“Good People” is receiving such blanket national theatrical coverage that Lindsay-Abaire, 43, says he can’t hope to see all of the productions. It’s an enviable position for a mid-career dramatist who won a Pulitzer Prize for his previous Broadway work, the 2006 “Rabbit Hole,” and will receive royalties this year, many times over.
And still, for all the value in first-rate theater that “Good People” stands for, this example of copycat programming raises some questions about the creative health of the regional theater movement. For a decentralized performing art form that needs to maintain strong community bonds, is lock-step play selection an encouraging trend? “Good People,” after all, is not the only play of recent Broadway vintage suddenly showing up on the marquees of major nonprofit theaters all at once. Several other plays that ran on Broadway in the past few years, including “Clybourne Park,” “Other Desert Cities,” “The Mountaintop” and “Time Stands Still” are also being produced by 10 or more companies around the United States in the 2012-13 season.
In fact, according to the Theatre Communications Group, the trade organization for America’s nonprofit theaters, nine of the 11 most-produced plays this season opened on Broadway over the past four years. Only “The Whipping Man” (from off-Broadway) and “A Raisin in the Sun” (from 1959) don’t have newly minted Broadway pedigrees. In Washington, performances began on Wednesday at Studio Theatre of one of those 11, Stephen Adly Guirgis’s “The Motherf---er With the Hat,” which ran two years ago on Broadway. In March, Arena is host to Katori Hall’s “The Mountaintop,” a commercial success during a 117-performance stand on Broadway that ended in January 2012. And in April, Jon Robin Baitz’s “Other Desert Cities” settles in at Arena, following a seven-month Broadway run that ended last June.

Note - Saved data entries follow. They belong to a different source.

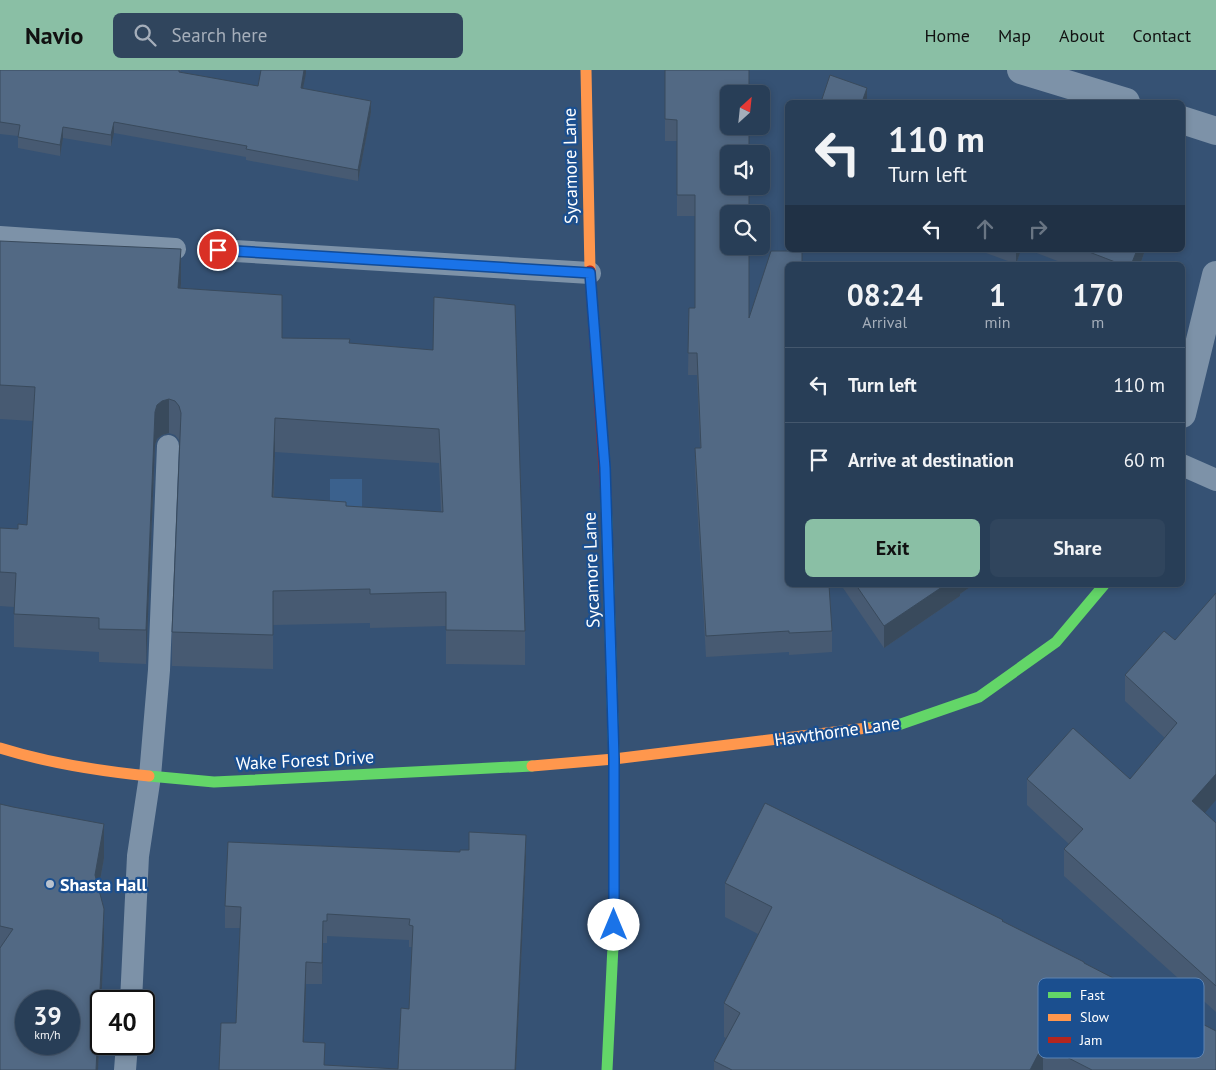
<!DOCTYPE html>
<html lang="en">
<head>
<meta charset="utf-8">
<style>
  :root { --surface:#283e57; --page:#30455d; --text:#f1f3f6; --muted:#a5aeba; --line:#44576d; --accent:#8abfa5 }
  body { margin:0; font-family:"PT Sans",sans-serif; background:var(--page); color:var(--text); height:100vh; display:flex; flex-direction:column; font-size:19px; white-space:nowrap }
  * { box-sizing:border-box; margin:0 }
  p { font-size:16px; color:var(--muted) }
  .icon { flex:none; width:28px; height:28px; fill:none; stroke:currentColor; stroke-width:2; stroke-linecap:round; stroke-linejoin:round }
  .map { position:relative; flex:1; overflow:hidden }
  .drawer { position:absolute; left:785px; top:192px; width:400px; height:325px; display:flex; flex-direction:column; background:var(--surface); border-radius:8px; box-shadow:0 2px 8px #0003,0 0 0 1px var(--line) }
  .drawer>* { flex:none }
  .hud { position:absolute; left:785px; top:30px; width:400px; height:152px; border-radius:8px; box-shadow:0 2px 8px #0003,0 0 0 1px var(--line); background:#283e57; color:var(--text); overflow:hidden }
  .needle { width:32px; rotate:27deg }
  .tools { position:absolute; left:720px; top:15px; display:grid; gap:10px }
  .tools a { display:grid; place-items:center; width:50px; height:50px; border-radius:8px; background:var(--surface); box-shadow:0 2px 8px #0003,0 0 0 1px var(--line); font-size:25px }
  .speed { position:absolute; left:15px; top:920px; display:flex; gap:10px; font-size:25px; font-weight:700; text-align:center }
  .speed>* { display:grid; place-content:center; width:65px; height:65px; border-radius:50%; background:var(--surface); box-shadow:0 2px 8px #0003,0 0 0 1px var(--line); line-height:1 }
  .speed small { font-size:12px; font-weight:400 }
  .speed .limit { border:2px solid #111; border-radius:8px; background:#fff; color:#111 }
  .pin { position:absolute; display:grid; place-items:center; width:42px; height:42px; color:#fff; margin:-21px; border:2px solid #fff; border-radius:50%; box-shadow:0 1px 5px #0007 }
  .me { position:absolute; width:55px; margin:-28px; rotate:0deg; stroke-linejoin:round; filter:drop-shadow(0 0 4px #0008) }
  .turn { display:flex; align-items:center; gap:18px; height:105px; padding:0 20px; font-size:22px }
  .turn .icon { width:65px; height:65px; stroke-width:2.5 }
  .turn b { display:block; font-size:35px; line-height:42px }
  .lanes { display:flex; align-items:center; height:48px; padding:0 20px; background:#0003; justify-content:center; gap:25px; direction:ltr }
  .lanes .off { opacity:.35 }
  .eta { display:flex; justify-content:space-evenly; align-items:center; height:85px; text-align:center }
  .eta b { font-size:30px; font-weight:700; line-height:35px }
  .button { display:flex; gap:10px; margin-top:auto; padding:10px 20px }
  .button a { flex:1; height:58px; border-radius:8px; background:var(--accent); color:#111; font-size:20px; font-weight:700; line-height:58px; text-align:center }
  .button a+a { background:var(--page); color:var(--text) }
  ul { padding:0; list-style:none }
  li { display:flex; align-items:center; gap:15px; height:75px; padding:0 20px; border-top:1px solid var(--line) }
  li div { flex:1 }
  li b { display:block; font-size:19px }
  li em { font-style:normal }
  header { display:flex; align-items:center; gap:30px; box-sizing:border-box; height:70px; padding:0 25px; background:var(--accent); color:#111 }
  header strong { font-size:24px }
  nav { display:flex; gap:28px; margin-inline-start:auto; font-size:18px }
  .search { width:350px; height:45px; background:var(--page); display:flex; align-items:center; gap:12px; box-sizing:border-box; padding:0 18px; border-radius:8px; color:var(--muted); font-size:19px }
  .map>svg:first-child { display:block }
  .water { fill:#3b618d }
  .lines { fill:none; stroke-linecap:round; stroke-linejoin:round }
  .lane { stroke:#7d92a8; stroke-width:22 }
  .street { stroke:#7d92a8; stroke-width:28 }
  .fast { stroke:#63d668; stroke-width:11 }
  .slow { stroke:#ff974d; stroke-width:11 }
  .jam { stroke:#b3261e; stroke-width:11 }
  .wall { fill:#475a72; fill-rule:evenodd }
  .shaded-wall { fill:#394a5c }
  .building { fill:#526984; stroke:#394a5c; fill-rule:evenodd }
  .route-casing { stroke:#114b97; stroke-width:12 }
  .route { stroke:#1a73e8; stroke-width:9 }
  .poi-dot { fill:#b9c2ce; stroke:#1b4f8f; stroke-width:2 }
  .labels { text-anchor:middle; dominant-baseline:central; stroke-width:4.5; stroke-linejoin:round; paint-order:stroke }
  .street-label { font-size:18px; fill:#fff; stroke:#1b4f8f }
  .poi-label { font-size:18px; font-weight:bold; fill:#fff; stroke:#1b4f8f; text-anchor:start }
  .key { fill:#1b4f8f; stroke:#5f84b1; stroke-width:1 }
  .key-label { font-size:14px; fill:#fff }
</style>
</head>
<body>
<header>
<strong>Navio</strong>
<div class="search"><svg class="icon" aria-label="search" viewBox="0 0 24 24"><circle cx="10" cy="10" r="6"/><path d="M15 15l6 6"/></svg>Search here</div>
<nav><a>Home</a><a>Map</a><a>About</a><a>Contact</a></nav>
</header>
<div class="map">
<svg width="1216" height="1000" viewBox="0 0 1216 1000">
  <rect width="100%" height="100%" fill="#365274"/>
  <!-- water -->
  <rect class="water" x="330" y="409" width="32" height="51"/>
  <g class="lines">
    <!-- lane -->
    <g class="lane">
      <path d="M0 167 175 179"/>
      <path d="M218 180 590 203"/>
      <path d="M1182 395 1216 410"/>
      <path d="M131 931 138 786 150 706 159 600 168 376"/>
      <path d="M125 1000 127 974"/>
    </g>
    <!-- street -->
    <g class="street">
      <path d="M1021 0 1126 32"/>
      <path d="M1182 50 1216 61"/>
      <path d="M1182 344 1216 205"/>
    </g>
    <!-- fast -->
    <g class="fast">
      <path d="M606 427 614 689V855L607 1000"/>
      <path d="M867 658 901 654 979 627 1056 572 1104 515"/>
      <path d="M149 706 214 712 532 696"/>
    </g>
    <!-- slow -->
    <g class="slow">
      <path d="M586 0 590 201"/>
      <path d="M0 678C48 693 99 701 149 706"/>
      <path d="M532 696 614 689 867 658"/>
    </g>
    <!-- jam -->
    <path class="jam" d="M590 201 606 427"/>
  </g>
  <!-- wall -->
  <g class="wall">
    <path d="M0 0H181L180 2 258 16 306 0 303 18 371 42 358 111 246 90V87L114 63 111 76 63 68 60 86 18 78V66L0 64Z"/>
    <path d="M665 0 749 247 788 195 832 561V582L789 585V582L706 587 695 399V378H700L697 305H688L689 238H695V146H677V71H665Z"/>
    <path d="M0 171 181 213V218L282 268 433 280 525 561V595L446 594V556L370 558V553L273 555V599L172 596V562L180 372 179 370 175 365 169 363 162 365 157 369 155 375 146 594 99 592V582L14 577V537L0 536V458L18 459 27 455 33 351 0 349ZM275 382 439 393 441 442 346 436 274 427Z"/>
    <path d="M978 180H1021L1016 194Z"/>
    <path d="M1029 180H1145L1140 195H1068Z"/>
    <path d="M841 515H973L960 524V526L884 578Z"/>
    <path d="M1164 561 1205 743 1216 753V942L1064 806V779L1069 774 1027 735V709H1130L1165 668 1125 631V605Z"/>
    <path d="M0 734 104 788 99 818 104 873 98 1000H0Z"/>
    <path d="M526 787 516 1000H219L236 953 240 858H225V836ZM327 866 409 870V877H412L409 939 398 999 325 995 304 972 306 914H322L323 873H327Z"/>
    <path d="M725 813 1003 851 1084 893 1216 1000H714V991L726 968 724 967V933L758 864 725 847Z"/>
  </g>
  <!-- shaded-wall -->
  <g class="shaded-wall">
    <path d="M304 0H306V3L301 29V18Z"/>
    <path d="M867 18V32H862Z"/>
    <path d="M371 31V42L358 111V100Z"/>
    <path d="M114 52V63L111 76V65Z"/>
    <path d="M63 57V68L60 86V75Z"/>
    <path d="M181 179V213L178 252V218Z"/>
    <path d="M1016 180H1021L1016 194Z"/>
    <path d="M1137 180H1145L1140 195H1131Z"/>
    <path d="M169 329V363L162 365 157 369 155 375 146 594V560L155 342 157 335 162 331Z"/>
    <path d="M275 348V382L272 461V427Z"/>
    <path d="M945 515H973L960 524V526L884 578V556Z"/>
    <path d="M1216 704V730L1192 758V731Z"/>
    <path d="M104 754V788L95 839V805Z"/>
    <path d="M526 765V787L516 1000H515Z"/>
    <path d="M104 839V873L98 1000H96Z"/>
    <path d="M323 851V873L322 914V893Z"/>
    <path d="M306 892V914L303 994V972Z"/>
    <path d="M1043 975V1000H1030Z"/>
  </g>
  <!-- building -->
  <g class="building">
    <path d="M0 0H179V2L258 16 261 0H304L301 18 371 31 358 100 246 79 247 76 114 52 111 65 63 57 60 75 18 67 20 55 0 52Z"/>
    <path d="M665 0H749V24H729V56H749V84H729V116H749V144H729V176H749V248L771 181H802V195H788V515H829L832 561 789 563V561L706 566 695 378H701L697 283H688L689 238H695V125H677V50L665 49Z"/>
    <path d="M830 5 867 18 862 32H821Z"/>
    <path d="M0 171 181 179 178 218 282 225V268L350 269 349 273 433 280 434 227 515 235 525 561 446 560V522L370 524V519L273 521V565L172 562 181 343 179 336 175 331 169 329 162 331 157 335 155 342 146 560 99 559V548L14 544 16 503 0 502V458L18 459V454L27 455 35 317 0 315ZM275 348 439 359 443 442 346 436V432L272 427Z"/>
    <path d="M1084 180H1137L1131 195H1123Z"/>
    <path d="M856 515H945L884 556Z"/>
    <path d="M1216 523V704L1192 731 1216 753V916L1064 779 1083 759 1027 709 1073 658 1130 709 1177 653 1125 605 1164 561 1175 570Z"/>
    <path d="M765 733 1003 850 1002 851 1084 892V893L1216 961V1000H1092L1043 975 1030 1000H732L714 991 740 943 724 933 772 837 725 813Z"/>
    <path d="M0 734 13 737 104 754 95 805 104 839 96 1000H0V878L13 859 0 856ZM26 931H69V974H26Z"/>
    <path d="M469 762 526 765 515 1000H219L221 953H236L241 837 225 836 228 772 460 782V780H469ZM327 844 410 849 409 855 413 856 409 939 401 938 398 999 324 995 325 973 303 972 306 892 322 893 323 851H327Z"/>
  </g>
  <g class="lines">
    <!-- route casing -->
    <g class="route-casing">
      <path id="route" d="M218 180 590 203 605 398 614 689V855"/>
    </g>
    <!-- route -->
    <use href="#route" class="route"/>
  </g>
  <!-- markers -->
  <circle class="poi-dot" cx="50" cy="814" r="5"/>
  <g class="labels">
    <!-- street labels -->
    <g class="street-label">
      <text transform="translate(570 96) rotate(-91)">Sycamore Lane</text>
      <text transform="translate(591 500) rotate(-92)">Sycamore Lane</text>
      <text transform="translate(837 661) rotate(-8)">Hawthorne Lane</text>
      <text transform="translate(305 690) rotate(-3)">Wake Forest Drive</text>
    </g>
    <!-- poi labels -->
    <g class="poi-label">
      <text x="60" y="814">Shasta Hall</text>
    </g>
  </g>
  <!-- legend -->
  <rect x="1038" y="908" width="166" height="80" rx="8" class="key"/>
  <rect x="1048" y="922" width="23" height="6" fill="#63d668"/>
  <rect x="1048" y="944" width="23" height="7" fill="#ff974d"/>
  <rect x="1048" y="967" width="23" height="6" fill="#b3261e"/>
  <g class="key-label">
    <text x="1080" y="930">Fast</text>
    <text x="1080" y="952">Slow</text>
    <text x="1080" y="975">Jam</text>
  </g>
</svg>
<div class="tools">
<a><svg class="needle" viewBox="-14 -14 28 28"><path d="M0-13l5 13h-10z" fill="#e53935"/><path d="M0 13l5-13h-10z" fill="#a5aeba"/></svg></a>
<a><svg class="icon" aria-label="sound" viewBox="0 0 24 24"><path d="M4 9h4l5-4v14l-5-4H4zM17 9q2 3 0 6"/></svg></a>
<a><svg class="icon" aria-label="search" viewBox="0 0 24 24"><circle cx="10" cy="10" r="6"/><path d="M15 15l6 6"/></svg></a>
</div>
<div class="speed"><div>39<small>km/h</small></div><div class="limit">40</div></div>
<div class="pin" style="left:218px;top:180px;background:#d93025"><svg class="icon" aria-label="arrive" viewBox="0 0 24 24"><path d="M6 21V4h12l-3 4 3 4H6"/></svg></div>
<svg class="me" style="left:614px;top:855px" viewBox="-20 -20 40 40"><circle r="19" fill="#fff"/><path d="M0-13L10 11 0 6-10 11z" fill="#1a73e8"/></svg>
<div class="hud">
<div class="turn"><svg class="icon" aria-label="left" viewBox="0 0 24 24"><path d="M17 20v-9H6M10 6l-5 5 5 5"/></svg><div><b>110 m</b>Turn left</div></div>
<div class="lanes"><svg class="icon" aria-label="left" viewBox="0 0 24 24"><path d="M17 20v-9H6M10 6l-5 5 5 5"/></svg><svg class="icon off" aria-label="ahead" viewBox="0 0 24 24"><path d="M12 20V5M6 11l6-6 6 6"/></svg><svg class="icon off" aria-label="right" viewBox="0 0 24 24"><path d="M7 20v-9h11M14 6l5 5-5 5"/></svg></div>
</div>
<section class="drawer">
<div class="eta">
<div><b>08:24</b><p>Arrival</p></div>
<div><b>1</b><p>min</p></div>
<div><b>170</b><p>m</p></div>
</div>
<ul>
<li><svg class="icon" aria-label="left" viewBox="0 0 24 24"><path d="M17 20v-9H6M10 6l-5 5 5 5"/></svg><div><b>Turn left</b></div><em>110 m</em></li>
<li><svg class="icon" aria-label="arrive" viewBox="0 0 24 24"><path d="M6 21V4h12l-3 4 3 4H6"/></svg><div><b>Arrive at destination</b></div><em>60 m</em></li>
</ul>
<div class="button"><a>Exit</a><a>Share</a></div>
</section>
</div>
</body>
</html>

There’s no shame in offering accomplished works to audiences in cities that otherwise would not see them. (And what would the most-produced list look like, after all, if these works weren’t on it?) In the past, when straight drama was a more front-and-center cultural force in American life, commercial producers might have sent these plays on national tours, with some or all of their original Broadway casts. With the rare exception of a piece such as “War Horse,” plays are deemed too financially risky for tours these days. Still, the duplication of offerings is not what you’d call a point of pride. Some artistic directors at theaters whose identities are forged by unique choices of plays express a bit of embarrassment at what appears to be play selections made in a mind cloud.